Um die nur wenige Fragen umfassende Umfrage möglichst vertraulich zu halten, bedienen sich die Forscher der Randomized-Response-Technik. Teilnehmer sind aufgefordert, vor der Beantwortung der Frage "Sind Sie homosexuell/bisexuell orientiert?" zwei Mal in Folge eine Münze zu werfen. Wenn man zwei Mal "Zahl" oder zwei Mal "Kopf" als Antwort erhält, soll man die Frage ehrlich beantworten. Im anderen Fall soll man "ja" antworten, auch wenn man keine homosexuellen Neigungen hat. Die Forscher können am Ende herausrechnen, wie viele "Ja"-Antworten münzwurfbedingt sind und wie viele "echt" sind. Damit wollen sie auch Menschen erreichen, die selbst anonymen Internet-Befragungen kritisch gegenüber stehen.

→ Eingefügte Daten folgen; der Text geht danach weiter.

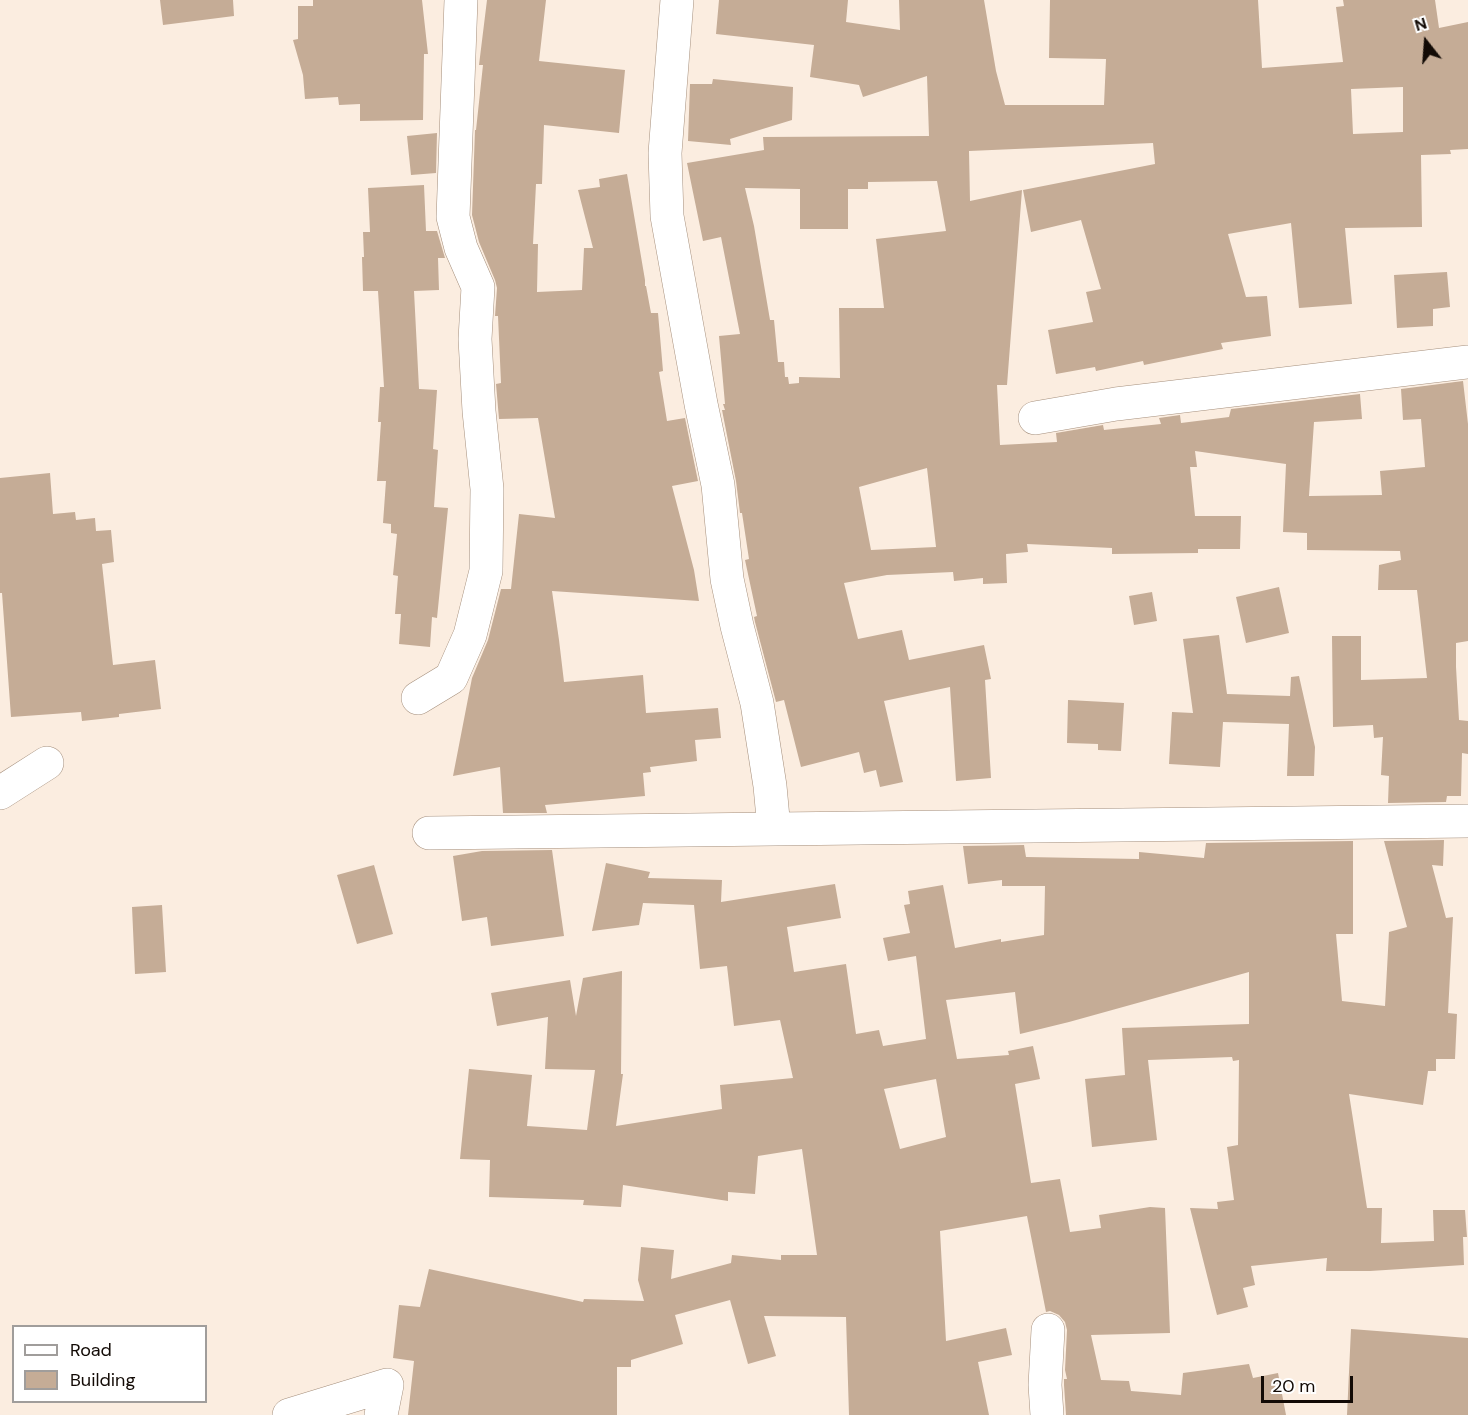 <!DOCTYPE html>
<style>
body{margin:0}
#map{position:relative;width:1468px;height:1415px;overflow:hidden;background:#fbede0;font-family:"DM Sans",sans-serif}
canvas{display:block}
.legend{position:absolute;left:12px;top:1325px;width:195px;height:78px;box-sizing:border-box;background:#fff;border:2px solid #a09d9b;margin:0;padding:8px 10px;list-style:none;font-size:18px;color:#120a05}
.legend li{display:flex;align-items:center;gap:12px;height:30px}
.legend b{width:30px;border:2px solid #a09d9b}
.north{position:absolute;left:1396px;top:12px;width:60px;height:60px;-webkit-text-stroke:4px #fff;paint-order:stroke;rotate:343deg;font-size:16px;font-weight:700;line-height:24px;text-align:center;color:#120a05}
.north::after{content:'';display:block;margin:auto;width:21px;height:27px;background:#120a05;clip-path:polygon(50% 0,100% 100%,50% 72%,0 100%)}
.scale{position:absolute;left:1261px;top:1376px;width:92px;height:27px;box-sizing:border-box;border:3px solid #120a05;border-top:0;padding-left:8px;font-size:18px;line-height:21px;white-space:nowrap;color:#120a05;-webkit-text-stroke:4px #fff;paint-order:stroke}
</style>
<div id="map">
<canvas width="1468" height="1415"></canvas>
<ul class="legend">
<li><b style="height:8px;background:#fff"></b>Road</li>
<li><b style="height:16px;background:#c5ac96"></b>Building</li>
</ul>
<div class="north">N</div>
<div class="scale">20 m</div>
</div>
<script>
const ctx = document.querySelector('canvas').getContext('2d');
ctx.lineJoin = 'round';
function paint(path, color) { ctx.fillStyle = color; ctx.fill(path, 'evenodd'); }
const poly = rows => new Path2D(rows.map(r => 'M' + r).join(''));
function trace(path, color, width, dash) { ctx.strokeStyle = color; ctx.lineWidth = width; ctx.lineCap = dash ? 'butt' : 'round'; ctx.setLineDash(dash || []); ctx.stroke(path); }
const building = poly([
 [160,0,233,0,234,16,163,25],
 [313,0,422,0,428,54,424,54,423,120,360,121,360,104,339,105,338,97,305,99,303,75,293,40,298,39,298,6,313,6],
 [487,0,546,0,539,61,625,70,619,133,544,125,542,184,536,184,533,244,538,244,537,292,582,290,584,248,593,248,578,190,600,187,599,179,627,174,645,280,645,286,646,286,651,313,658,313,663,371,659,372,667,421,685,418,698,481,672,486,694,570,699,601,552,591,559,640,564,682,643,675,646,713,718,708,721,738,695,740,697,761,650,767,651,772,643,773,645,796,545,805,547,813,503,813,500,767,453,776,472,678,488,640,501,589,511,589,519,514,555,518,538,418,499,419,496,384,501,383,498,316,495,316,497,288,495,280,479,242,472,215,475,130,476,130,483,65,479,65],
 [719,0,848,0,846,22,900,30,899,0,984,0,996,71,1005,105,1104,105,1106,59,1049,58,1050,0,1258,0,1262,68,1343,62,1336,7,1344,6,1343,0,1435,0,1439,28,1468,22,1468,149,1450,150,1451,154,1421,155,1422,227,1345,228,1352,304,1299,308,1291,223,1228,234,1246,297,1267,296,1271,336,1221,343,1223,349,1144,365,1143,361,1096,371,1095,367,1056,374,1048,330,1093,322,1086,292,1101,289,1081,220,1031,232,1023,190,1155,164,1153,143,969,151,970,201,1022,190,1007,385,997,385,1000,445,1057,442,1056,433,1103,425,1104,430,1161,424,1159,418,1180,415,1181,423,1229,417,1231,409,1360,394,1362,419,1314,422,1309,496,1382,495,1380,471,1425,467,1421,419,1403,420,1401,389,1463,381,1468,424,1468,641,1456,643,1456,667,1459,720,1468,721,1468,754,1462,753,1461,796,1447,796,1446,802,1388,803,1389,776,1381,775,1383,737,1374,738,1373,725,1333,727,1332,636,1361,636,1361,680,1427,678,1417,590,1378,590,1379,565,1401,560,1400,551,1307,550,1307,533,1283,532,1286,464,1195,451,1197,467,1190,467,1195,516,1241,516,1240,549,1198,549,1198,553,1112,554,1112,548,1027,544,1028,552,1006,554,1007,583,983,584,983,578,954,581,953,572,887,575,844,583,858,639,902,630,909,660,984,645,991,679,985,680,991,778,956,781,950,687,884,701,903,782,880,787,876,770,864,773,859,752,801,767,784,700,776,702,755,622,754,617,757,616,745,560,749,559,742,513,740,513,736,481,722,410,725,410,723,404,725,404,719,336,740,334,721,237,703,241,687,163,764,150,763,137,929,136,927,76,863,97,859,85,810,77,814,45,716,34],
 [1403,87,1403,132,1353,134,1351,89],
 [937,181,946,231,876,239,884,308,839,308,840,378,799,377,799,383,789,384,788,377,785,377,784,362,778,362,774,320,770,320,754,226,745,188,800,189,800,229,848,229,848,189,868,189,868,182],
 [927,468,936,547,871,550,859,487],
 [713,79,793,87,792,120,730,139,731,145,688,141,690,84,712,84],
 [437,133,436,173,411,175,407,136],
 [424,185,426,231,437,231,445,258,438,258,439,290,414,291,419,389,437,390,433,449,438,450,434,507,448,508,437,618,432,617,430,647,399,644,401,614,395,614,398,576,393,575,397,534,391,533,391,524,383,523,386,481,377,481,381,422,378,422,380,387,384,387,378,291,363,291,362,257,364,257,363,232,370,232,368,188],
 [1447,272,1450,307,1433,309,1433,326,1397,328,1394,275],
 [50,473,53,514,75,512,76,520,95,518,96,531,111,530,114,562,102,564,113,665,155,660,161,709,119,714,119,717,82,721,81,712,11,717,2,593,0,593,0,478],
 [1279,587,1289,633,1246,643,1236,597],
 [1152,592,1157,621,1134,625,1129,596],
 [1219,635,1227,694,1290,696,1291,677,1299,676,1315,747,1314,776,1287,776,1289,724,1223,722,1220,767,1169,764,1172,712,1193,713,1183,639],
 [1068,700,1124,703,1121,751,1098,750,1098,744,1067,743],
 [1444,840,1443,866,1432,865,1446,918,1453,917,1448,1013,1457,1014,1455,1059,1436,1059,1436,1071,1428,1071,1423,1105,1349,1094,1367,1208,1382,1208,1381,1243,1434,1241,1433,1210,1465,1210,1467,1237,1463,1237,1464,1265,1370,1271,1326,1271,1327,1258,1251,1266,1255,1285,1243,1288,1248,1307,1217,1315,1190,1208,1218,1209,1217,1202,1234,1200,1227,1147,1238,1145,1239,1060,1233,1061,1232,1057,1148,1060,1157,1140,1092,1147,1085,1079,1125,1075,1122,1028,1249,1024,1249,972,1069,1022,1020,1034,1015,992,946,1000,957,1059,1009,1055,1008,1051,1033,1046,1040,1079,1015,1084,1031,1183,1060,1179,1070,1232,1101,1228,1099,1215,1150,1207,1165,1208,1170,1333,1091,1335,1101,1380,1129,1381,1131,1391,1181,1395,1183,1373,1249,1364,1253,1378,1278,1373,1286,1415,1066,1415,1064,1385,1064,1379,1067,1379,1065,1370,1067,1330,1065,1322,1059,1315,1050,1311,1046,1312,1027,1216,940,1231,946,1341,1006,1328,1012,1355,978,1362,989,1415,849,1415,846,1317,764,1316,776,1356,748,1364,730,1300,675,1315,683,1344,631,1360,631,1367,617,1367,617,1415,408,1415,414,1361,393,1358,399,1305,420,1307,429,1269,583,1302,584,1299,644,1301,638,1280,641,1247,674,1250,671,1279,731,1263,732,1255,781,1260,781,1255,817,1255,802,1149,758,1156,755,1194,728,1192,728,1201,623,1185,621,1207,583,1205,584,1200,489,1197,490,1160,460,1159,469,1069,532,1075,527,1126,587,1130,595,1070,545,1069,548,1017,497,1026,491,993,570,980,576,1016,583,978,622,971,621,1074,623,1074,616,1126,722,1109,720,1085,793,1078,780,1020,734,1026,727,966,700,969,694,905,643,903,639,925,592,931,606,863,650,872,648,878,722,880,721,902,835,884,841,918,787,927,794,972,846,964,856,1034,879,1030,883,1046,926,1039,916,956,888,961,883,938,910,933,904,905,910,904,908,891,943,885,955,948,1001,939,1001,942,1044,935,1045,886,1002,886,1002,880,968,884,963,846,1024,845,1026,857,1139,859,1139,852,1204,858,1206,843,1353,841,1353,934,1336,934,1342,1001,1385,1006,1389,932,1407,927,1384,841],
 [936,1079,946,1137,900,1149,884,1089],
 [552,850,564,936,491,946,487,917,462,921,453,856,482,851],
 [374,865,393,934,357,944,337,875],
 [162,905,166,972,135,974,132,907],
 [1351,1329,1468,1338,1468,1415,1347,1415]
]);
const minor = poly([
 [677,0,665,153,667,216,701,404,718,485,727,579,737,626,757,703,770,786,774,829],
 [1035,418,1116,404,1468,362],
 [418,698,451,678,470,635,486,571,487,489,479,411,475,339,478,287,461,248,453,217,461,0],
 [0,793,47,763],
 [429,833,1468,821],
 [289,1415,387,1385,381,1415],
 [1047,1415,1045,1385,1048,1330]
]);
paint(building, '#c5ac96');
trace(minor, '#a58f7c', 34);
trace(minor, '#fff', 33);
</script>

Die mehrwöchige Befragung wird von Dr. Mathias Reiser und Dr. Heiko Maurer am Institut für Sportwissenschaft durchgeführt. (pm/dk)



11 Kommentare

#1 Katrin
  • 19.06.2008, 16:57h
  • Da Homos ganz normale Menschen sind, ist der Anteil bei Fussballspielern und Zuschauern genau so hoch wie in der Gesellschaft, also zwischen 5 und 10%.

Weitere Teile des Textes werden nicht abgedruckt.